The cloud service will no doubt play a key part in the operation and success of your client’s business. Arm yourself with the following checklist, compiled by Sue Mann of Cousins Business Law, to ensure such a goal is achievable, even if reaching to the cloud is left entirely in your hands!
Before you commit to a service, make sure that it will meet the requirements of your client’s business. Despite their growing maturity, most cloud services are standard offerings so there normally won’t be much room to adjust it afterwards.
Most critically for IT professionals, check that the client’s internal or main computer system meets the specification for the cloud service. Interoperability will likely come above the other ‘must-address’ technical issues you’ll need to understand on the client’s behalf, such as service standards, support and security.
Cost is one of the leading factors in the decision about moving to the cloud. Cloud services tend to be charged either on a standard monthly, quarterly or annual fee for a specified amount of use or a variable charge based on the amount of usage. In either case, check what add-ons your client may need, the additional costs involved e.g. for maintenance and support, and agree them at the outset.
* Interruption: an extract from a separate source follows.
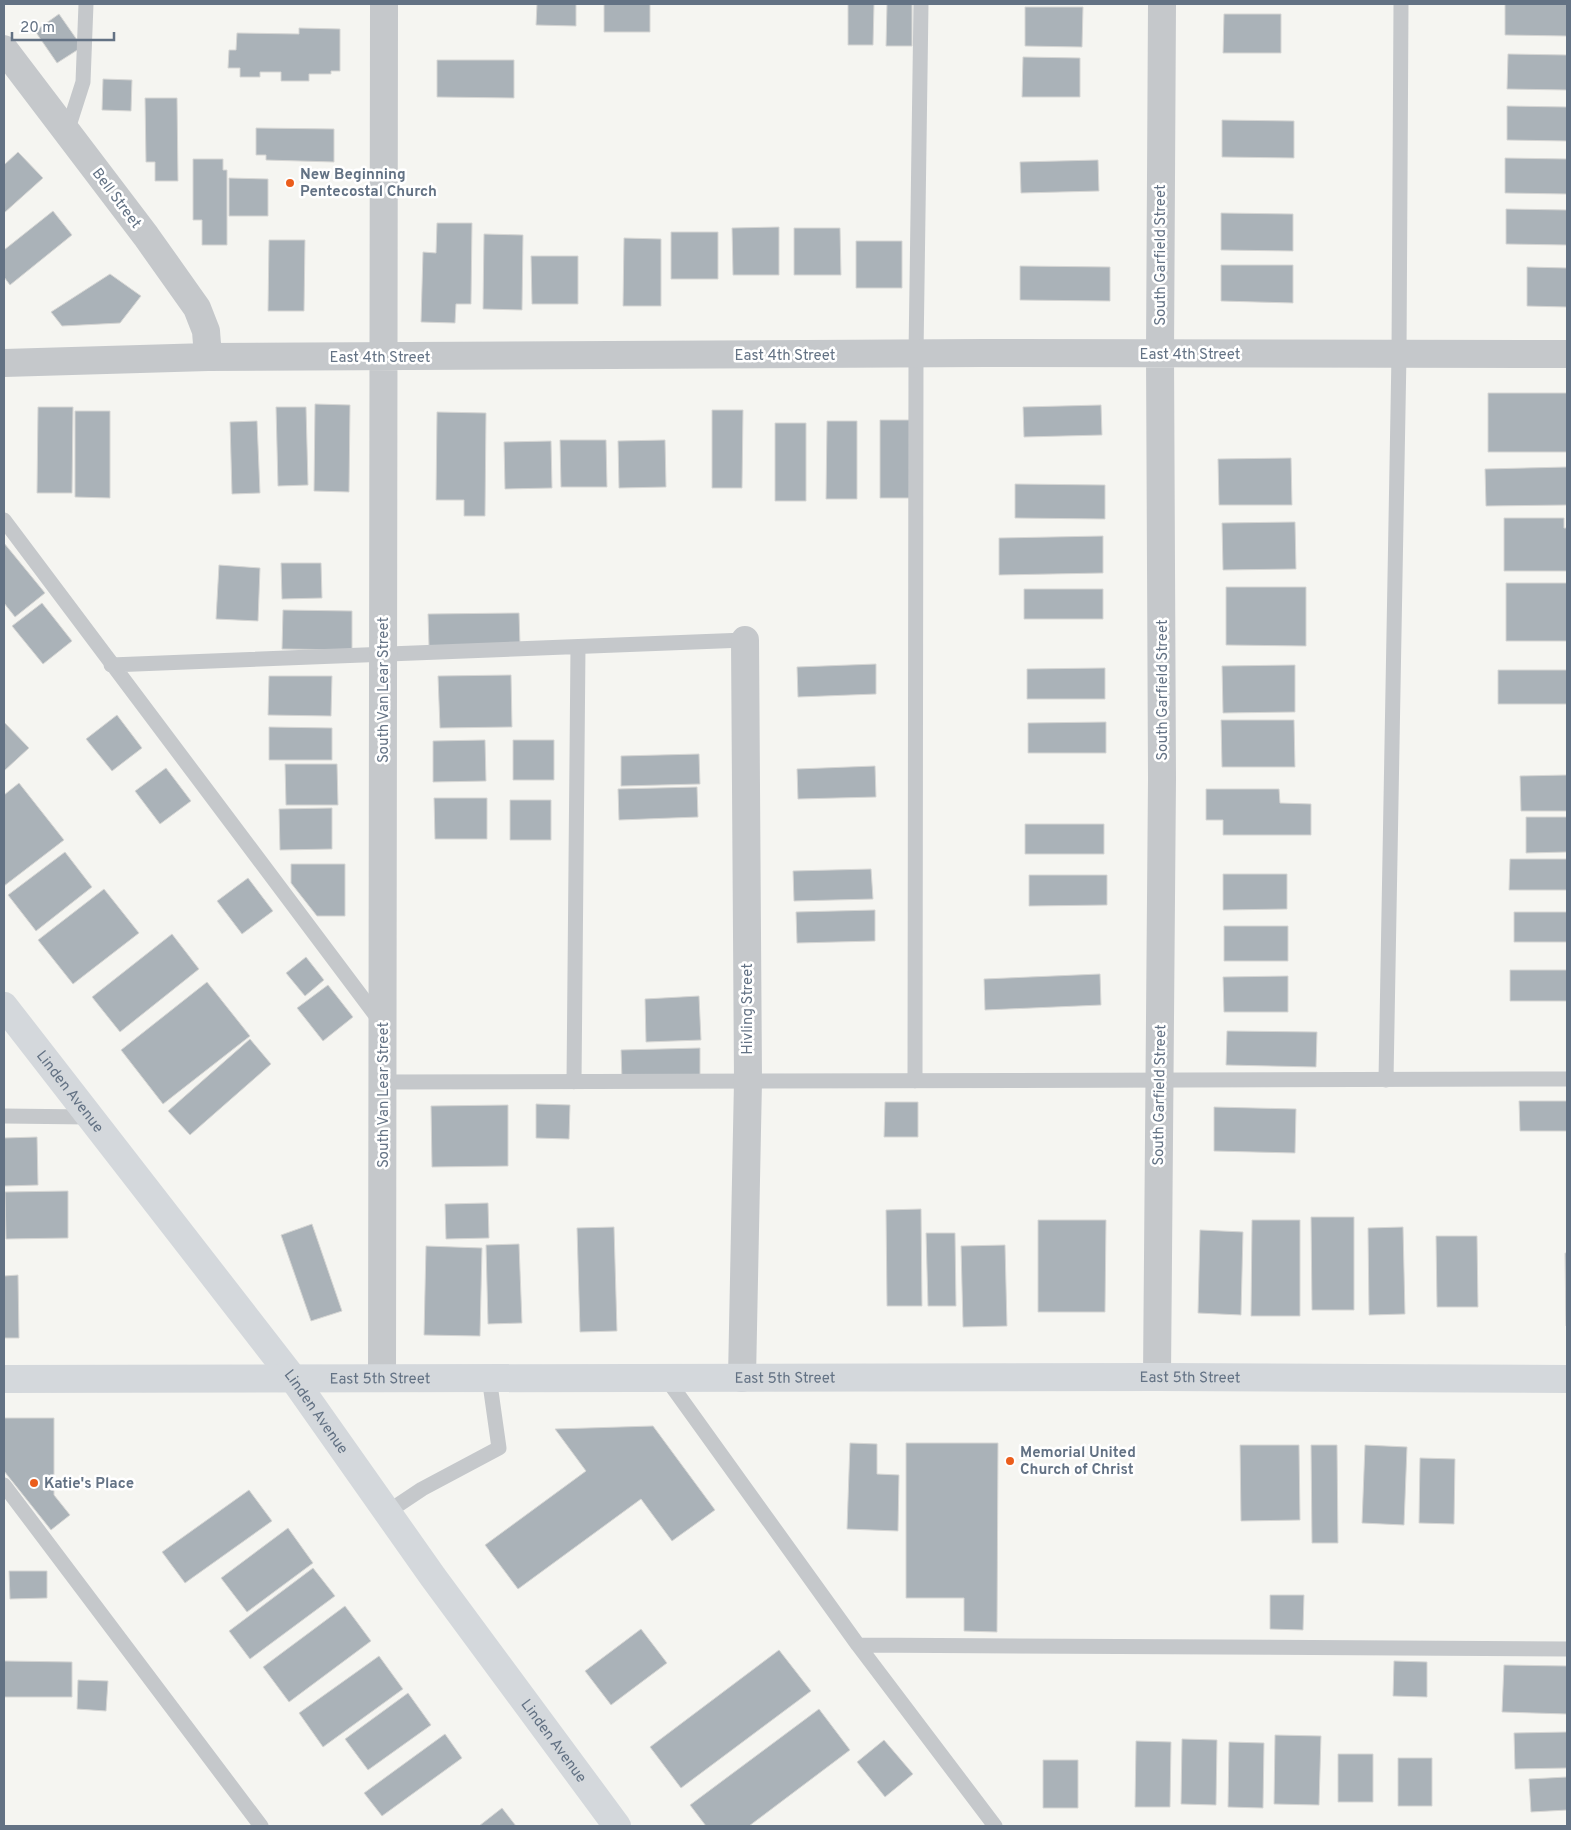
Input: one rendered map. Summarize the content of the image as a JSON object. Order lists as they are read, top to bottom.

A favourable initial price will not seem so attractive if subsequent increases are significant. With a short term fixed price contract, can you renew without a significant price increase? In a longer term contract, is there a cap on price increases during the term? Although you could move to a new provider, that is not always a practical option.
Various aspects of security need to be considered - and not just online. Physical security of premises and vetting of staff used by the cloud provider should be addressed, as should technical security, especially around any transactions third parties via your client will make. You will also need to understand the data storage and processing needs of your client’s business.
Your client’s business will retain obligations under the data protection legislation for ensuring that data your client transfers using the cloud service are secure and are not transferred in breach of that legislation. Your customer will largely be dependent upon the cloud service provider in this respect, so your preliminary checks and contractual safeguards backed up by ongoing checks will be important.
6/Disaster recovery and business continuity
Does the cloud provider have data storage and recovery procedures in place which will be sufficient to protect your client’s data and ensure adequate and prompt restoration in the event of loss or corruption of the data – whether as a result of some major disruption of the client’s business or that of the cloud provider?
Does the contract include a comprehensive description of the service and service levels? Are these backed up by any form of assurance as to performance standards?
Your customer’s business will be using software applications as part of the online service so will need an appropriate user licence either from the cloud provider or third party owner.
Check that your client will be given advance notification of any proposed removal by the cloud provider of the client’s data from its server and whether your client will be indemnified for any loss to the business for any such action which is unreasonable. A cloud provider will usually exclude liability for content stored on its servers.
10/Termination and exit
Find out what will happen to your customer’s data when the contract ends. Without adequate provisions in the cloud computing contract you might find your client’s business locked into an unsatisfactory arrangement and in considerable difficulty if the cloud provider becomes insolvent.
Cloud computing is a developing area with much to offer to business users. My advice is to be aware of the relevant issues, carry out proper preliminary checks, weigh up the potential benefits, risks and legal obligations and make sure that whatever is finally agreed in relation to the cloud service provision is recorded in a written contract.